What you should do — Where a line of the material contains the string "named", copy that line.

Dataset entries —
───
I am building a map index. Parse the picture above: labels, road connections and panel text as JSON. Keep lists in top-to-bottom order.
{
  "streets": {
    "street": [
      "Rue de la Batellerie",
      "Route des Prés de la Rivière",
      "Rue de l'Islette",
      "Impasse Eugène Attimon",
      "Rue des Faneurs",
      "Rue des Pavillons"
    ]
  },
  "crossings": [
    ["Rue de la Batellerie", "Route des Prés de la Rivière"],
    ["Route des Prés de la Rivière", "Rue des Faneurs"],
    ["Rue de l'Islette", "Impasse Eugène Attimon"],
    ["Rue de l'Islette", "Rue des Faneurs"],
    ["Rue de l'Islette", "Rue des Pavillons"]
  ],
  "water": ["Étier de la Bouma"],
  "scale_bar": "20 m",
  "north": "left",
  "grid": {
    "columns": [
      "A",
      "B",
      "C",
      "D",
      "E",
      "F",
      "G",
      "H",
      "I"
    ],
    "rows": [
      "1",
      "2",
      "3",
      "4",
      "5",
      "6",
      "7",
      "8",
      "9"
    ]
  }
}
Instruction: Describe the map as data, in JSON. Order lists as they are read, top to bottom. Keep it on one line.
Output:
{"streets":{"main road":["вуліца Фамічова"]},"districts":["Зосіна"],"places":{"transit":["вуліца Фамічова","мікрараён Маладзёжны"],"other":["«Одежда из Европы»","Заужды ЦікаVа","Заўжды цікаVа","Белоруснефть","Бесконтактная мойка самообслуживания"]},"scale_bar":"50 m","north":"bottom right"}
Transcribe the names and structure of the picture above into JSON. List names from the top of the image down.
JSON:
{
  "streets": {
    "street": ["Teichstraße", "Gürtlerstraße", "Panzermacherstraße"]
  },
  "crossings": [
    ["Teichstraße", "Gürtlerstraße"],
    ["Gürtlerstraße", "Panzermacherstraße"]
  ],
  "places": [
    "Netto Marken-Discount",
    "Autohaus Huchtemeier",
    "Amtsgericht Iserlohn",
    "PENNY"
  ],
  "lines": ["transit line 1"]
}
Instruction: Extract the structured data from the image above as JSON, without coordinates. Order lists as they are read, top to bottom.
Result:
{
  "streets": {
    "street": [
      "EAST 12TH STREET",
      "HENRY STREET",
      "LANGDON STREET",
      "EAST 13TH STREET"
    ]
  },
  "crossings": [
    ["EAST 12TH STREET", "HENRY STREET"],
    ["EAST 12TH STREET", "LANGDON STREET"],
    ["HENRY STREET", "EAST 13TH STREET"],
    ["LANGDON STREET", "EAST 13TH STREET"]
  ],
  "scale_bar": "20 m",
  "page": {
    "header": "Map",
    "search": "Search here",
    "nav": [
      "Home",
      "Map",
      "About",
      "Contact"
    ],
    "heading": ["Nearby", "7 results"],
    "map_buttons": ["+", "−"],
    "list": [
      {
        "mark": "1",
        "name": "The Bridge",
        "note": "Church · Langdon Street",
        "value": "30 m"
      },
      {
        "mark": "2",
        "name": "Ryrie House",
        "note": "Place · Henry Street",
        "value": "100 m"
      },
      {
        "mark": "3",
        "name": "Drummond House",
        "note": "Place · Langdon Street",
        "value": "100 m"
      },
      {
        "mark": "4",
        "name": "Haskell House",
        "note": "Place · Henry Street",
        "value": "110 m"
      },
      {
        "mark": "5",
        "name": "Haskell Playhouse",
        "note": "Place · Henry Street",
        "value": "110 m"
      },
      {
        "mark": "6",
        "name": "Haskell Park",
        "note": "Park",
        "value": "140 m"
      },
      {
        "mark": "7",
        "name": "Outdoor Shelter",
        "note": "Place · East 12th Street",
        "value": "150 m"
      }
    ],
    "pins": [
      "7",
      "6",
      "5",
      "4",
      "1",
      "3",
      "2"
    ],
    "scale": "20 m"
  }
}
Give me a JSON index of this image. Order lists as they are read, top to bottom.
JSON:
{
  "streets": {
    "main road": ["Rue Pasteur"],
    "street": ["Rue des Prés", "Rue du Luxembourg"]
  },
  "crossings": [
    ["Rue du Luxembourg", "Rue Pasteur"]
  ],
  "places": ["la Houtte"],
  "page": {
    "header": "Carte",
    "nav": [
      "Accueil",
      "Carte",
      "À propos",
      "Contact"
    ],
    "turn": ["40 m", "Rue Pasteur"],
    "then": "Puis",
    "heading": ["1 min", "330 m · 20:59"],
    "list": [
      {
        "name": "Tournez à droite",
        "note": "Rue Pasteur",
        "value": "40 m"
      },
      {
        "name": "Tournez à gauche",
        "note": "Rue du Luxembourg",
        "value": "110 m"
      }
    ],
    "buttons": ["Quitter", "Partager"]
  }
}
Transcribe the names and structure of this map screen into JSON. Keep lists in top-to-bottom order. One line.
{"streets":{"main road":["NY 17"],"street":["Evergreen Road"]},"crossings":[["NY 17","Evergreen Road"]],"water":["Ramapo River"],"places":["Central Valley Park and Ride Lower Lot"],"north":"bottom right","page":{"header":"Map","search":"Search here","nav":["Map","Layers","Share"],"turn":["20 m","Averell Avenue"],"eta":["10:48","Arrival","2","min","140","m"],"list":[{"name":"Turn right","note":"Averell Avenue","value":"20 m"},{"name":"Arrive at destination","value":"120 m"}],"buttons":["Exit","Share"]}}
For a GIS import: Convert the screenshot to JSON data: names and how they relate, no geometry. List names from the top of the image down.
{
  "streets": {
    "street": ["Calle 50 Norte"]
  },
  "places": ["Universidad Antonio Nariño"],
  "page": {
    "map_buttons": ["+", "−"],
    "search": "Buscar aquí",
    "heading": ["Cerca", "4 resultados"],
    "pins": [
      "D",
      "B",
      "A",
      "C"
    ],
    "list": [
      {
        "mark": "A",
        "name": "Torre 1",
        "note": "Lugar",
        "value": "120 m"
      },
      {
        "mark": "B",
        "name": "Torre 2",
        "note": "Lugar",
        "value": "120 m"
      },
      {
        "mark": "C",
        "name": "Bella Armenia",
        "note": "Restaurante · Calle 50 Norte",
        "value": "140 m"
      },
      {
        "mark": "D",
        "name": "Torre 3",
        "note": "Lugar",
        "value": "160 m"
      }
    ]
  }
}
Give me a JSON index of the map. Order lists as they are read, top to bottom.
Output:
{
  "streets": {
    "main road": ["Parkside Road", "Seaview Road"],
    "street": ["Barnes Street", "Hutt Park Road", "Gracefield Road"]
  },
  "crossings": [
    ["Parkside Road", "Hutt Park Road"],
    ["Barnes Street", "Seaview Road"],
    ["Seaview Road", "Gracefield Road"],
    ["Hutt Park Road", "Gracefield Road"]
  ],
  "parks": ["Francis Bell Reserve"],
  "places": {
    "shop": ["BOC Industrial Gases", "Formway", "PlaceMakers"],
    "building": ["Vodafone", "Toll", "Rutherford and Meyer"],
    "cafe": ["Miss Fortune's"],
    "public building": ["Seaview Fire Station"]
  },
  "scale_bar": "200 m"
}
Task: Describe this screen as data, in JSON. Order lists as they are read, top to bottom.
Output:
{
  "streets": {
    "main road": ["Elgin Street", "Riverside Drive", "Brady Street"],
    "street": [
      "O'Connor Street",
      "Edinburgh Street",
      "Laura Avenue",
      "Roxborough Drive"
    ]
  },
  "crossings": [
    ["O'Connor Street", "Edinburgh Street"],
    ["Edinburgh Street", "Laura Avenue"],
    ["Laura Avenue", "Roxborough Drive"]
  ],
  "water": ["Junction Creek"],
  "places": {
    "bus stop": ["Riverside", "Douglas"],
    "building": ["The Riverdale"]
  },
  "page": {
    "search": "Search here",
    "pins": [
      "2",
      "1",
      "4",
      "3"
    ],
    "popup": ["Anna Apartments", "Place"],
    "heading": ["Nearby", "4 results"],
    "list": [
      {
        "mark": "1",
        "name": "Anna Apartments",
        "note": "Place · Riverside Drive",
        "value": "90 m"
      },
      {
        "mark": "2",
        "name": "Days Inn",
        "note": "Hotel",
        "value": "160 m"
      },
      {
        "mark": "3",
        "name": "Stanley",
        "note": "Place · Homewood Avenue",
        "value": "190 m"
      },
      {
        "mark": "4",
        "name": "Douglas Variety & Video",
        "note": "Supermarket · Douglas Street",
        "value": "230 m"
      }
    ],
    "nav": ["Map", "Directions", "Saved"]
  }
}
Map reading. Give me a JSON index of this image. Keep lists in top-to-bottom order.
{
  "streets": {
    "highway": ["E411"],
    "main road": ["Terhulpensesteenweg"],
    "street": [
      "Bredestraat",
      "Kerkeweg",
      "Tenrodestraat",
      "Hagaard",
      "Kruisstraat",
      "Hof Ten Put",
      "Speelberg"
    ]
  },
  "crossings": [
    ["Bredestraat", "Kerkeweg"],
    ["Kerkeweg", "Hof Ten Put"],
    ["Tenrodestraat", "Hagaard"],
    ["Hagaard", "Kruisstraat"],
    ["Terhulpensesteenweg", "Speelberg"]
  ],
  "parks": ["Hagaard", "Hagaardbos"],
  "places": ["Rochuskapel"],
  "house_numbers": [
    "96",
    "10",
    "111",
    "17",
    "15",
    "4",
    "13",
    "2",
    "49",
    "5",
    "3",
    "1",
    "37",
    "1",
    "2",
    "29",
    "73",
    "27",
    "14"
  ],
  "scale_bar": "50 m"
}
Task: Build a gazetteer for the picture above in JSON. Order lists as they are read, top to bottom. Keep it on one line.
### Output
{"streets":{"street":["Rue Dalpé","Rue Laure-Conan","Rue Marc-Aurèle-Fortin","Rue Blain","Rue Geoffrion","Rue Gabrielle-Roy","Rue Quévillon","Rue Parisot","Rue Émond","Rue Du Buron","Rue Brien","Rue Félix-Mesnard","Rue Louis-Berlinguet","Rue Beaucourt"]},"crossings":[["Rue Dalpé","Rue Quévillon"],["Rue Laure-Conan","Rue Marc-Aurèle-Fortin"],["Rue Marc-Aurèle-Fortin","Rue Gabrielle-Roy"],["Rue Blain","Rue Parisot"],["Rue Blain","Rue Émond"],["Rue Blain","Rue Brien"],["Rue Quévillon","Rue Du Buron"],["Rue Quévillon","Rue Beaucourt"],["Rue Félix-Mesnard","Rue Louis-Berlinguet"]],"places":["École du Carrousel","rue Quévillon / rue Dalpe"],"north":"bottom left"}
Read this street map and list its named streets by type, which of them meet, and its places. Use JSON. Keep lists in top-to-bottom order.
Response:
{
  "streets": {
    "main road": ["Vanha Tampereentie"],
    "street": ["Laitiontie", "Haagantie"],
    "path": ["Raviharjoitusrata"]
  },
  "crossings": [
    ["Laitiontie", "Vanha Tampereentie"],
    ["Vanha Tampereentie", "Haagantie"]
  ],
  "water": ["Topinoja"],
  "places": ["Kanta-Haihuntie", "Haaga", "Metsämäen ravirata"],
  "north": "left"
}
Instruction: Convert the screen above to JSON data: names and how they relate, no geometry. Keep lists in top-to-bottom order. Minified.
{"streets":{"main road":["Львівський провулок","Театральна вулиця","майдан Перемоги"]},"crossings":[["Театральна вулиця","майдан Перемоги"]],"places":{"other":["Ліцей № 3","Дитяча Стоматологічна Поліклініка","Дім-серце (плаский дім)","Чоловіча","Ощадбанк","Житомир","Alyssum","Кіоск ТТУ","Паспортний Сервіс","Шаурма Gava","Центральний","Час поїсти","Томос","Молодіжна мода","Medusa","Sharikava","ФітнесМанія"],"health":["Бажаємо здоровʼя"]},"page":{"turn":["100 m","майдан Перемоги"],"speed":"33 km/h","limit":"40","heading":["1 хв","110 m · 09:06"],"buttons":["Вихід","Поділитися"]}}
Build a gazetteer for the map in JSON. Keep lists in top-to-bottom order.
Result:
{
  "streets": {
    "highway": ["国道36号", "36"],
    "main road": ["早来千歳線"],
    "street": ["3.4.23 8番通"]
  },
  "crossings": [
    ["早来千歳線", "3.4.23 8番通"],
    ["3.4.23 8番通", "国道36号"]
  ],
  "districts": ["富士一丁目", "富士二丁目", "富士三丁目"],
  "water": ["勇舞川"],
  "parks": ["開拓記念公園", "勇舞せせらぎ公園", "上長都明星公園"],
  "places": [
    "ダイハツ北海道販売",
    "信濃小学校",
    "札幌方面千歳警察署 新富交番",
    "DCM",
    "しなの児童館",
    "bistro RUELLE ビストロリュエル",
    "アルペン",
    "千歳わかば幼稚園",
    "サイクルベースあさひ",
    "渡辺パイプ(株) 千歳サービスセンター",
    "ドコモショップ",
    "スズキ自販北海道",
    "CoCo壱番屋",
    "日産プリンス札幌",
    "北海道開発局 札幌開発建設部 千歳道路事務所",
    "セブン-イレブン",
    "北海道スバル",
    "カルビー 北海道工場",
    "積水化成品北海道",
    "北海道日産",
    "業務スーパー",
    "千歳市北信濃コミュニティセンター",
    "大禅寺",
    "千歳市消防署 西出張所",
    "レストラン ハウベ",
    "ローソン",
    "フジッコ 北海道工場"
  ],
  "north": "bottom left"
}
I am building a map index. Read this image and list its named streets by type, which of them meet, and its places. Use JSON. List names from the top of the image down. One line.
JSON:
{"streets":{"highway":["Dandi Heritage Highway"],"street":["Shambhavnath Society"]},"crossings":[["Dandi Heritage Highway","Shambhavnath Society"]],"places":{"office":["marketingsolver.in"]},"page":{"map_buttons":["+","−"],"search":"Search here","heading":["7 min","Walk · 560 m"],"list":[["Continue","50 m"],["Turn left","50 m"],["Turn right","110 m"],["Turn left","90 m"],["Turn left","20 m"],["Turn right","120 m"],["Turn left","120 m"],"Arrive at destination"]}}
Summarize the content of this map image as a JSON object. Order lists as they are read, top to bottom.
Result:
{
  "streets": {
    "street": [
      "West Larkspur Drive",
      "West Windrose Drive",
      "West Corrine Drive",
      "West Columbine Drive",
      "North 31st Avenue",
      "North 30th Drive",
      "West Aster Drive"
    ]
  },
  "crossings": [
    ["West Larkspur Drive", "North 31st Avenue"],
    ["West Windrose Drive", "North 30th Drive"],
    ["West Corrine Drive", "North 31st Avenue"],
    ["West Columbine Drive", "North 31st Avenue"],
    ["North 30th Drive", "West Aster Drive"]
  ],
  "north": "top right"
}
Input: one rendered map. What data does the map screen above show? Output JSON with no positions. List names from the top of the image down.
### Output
───
Reply —
Read this street map and list its named streets by type, which of them meet, and its places. Use JSON. Keep lists in top-to-bottom order.
I am building a map index. Read this image and list its named streets by type, which of them meet, and its places. Use JSON. List names from the top of the image down. One line.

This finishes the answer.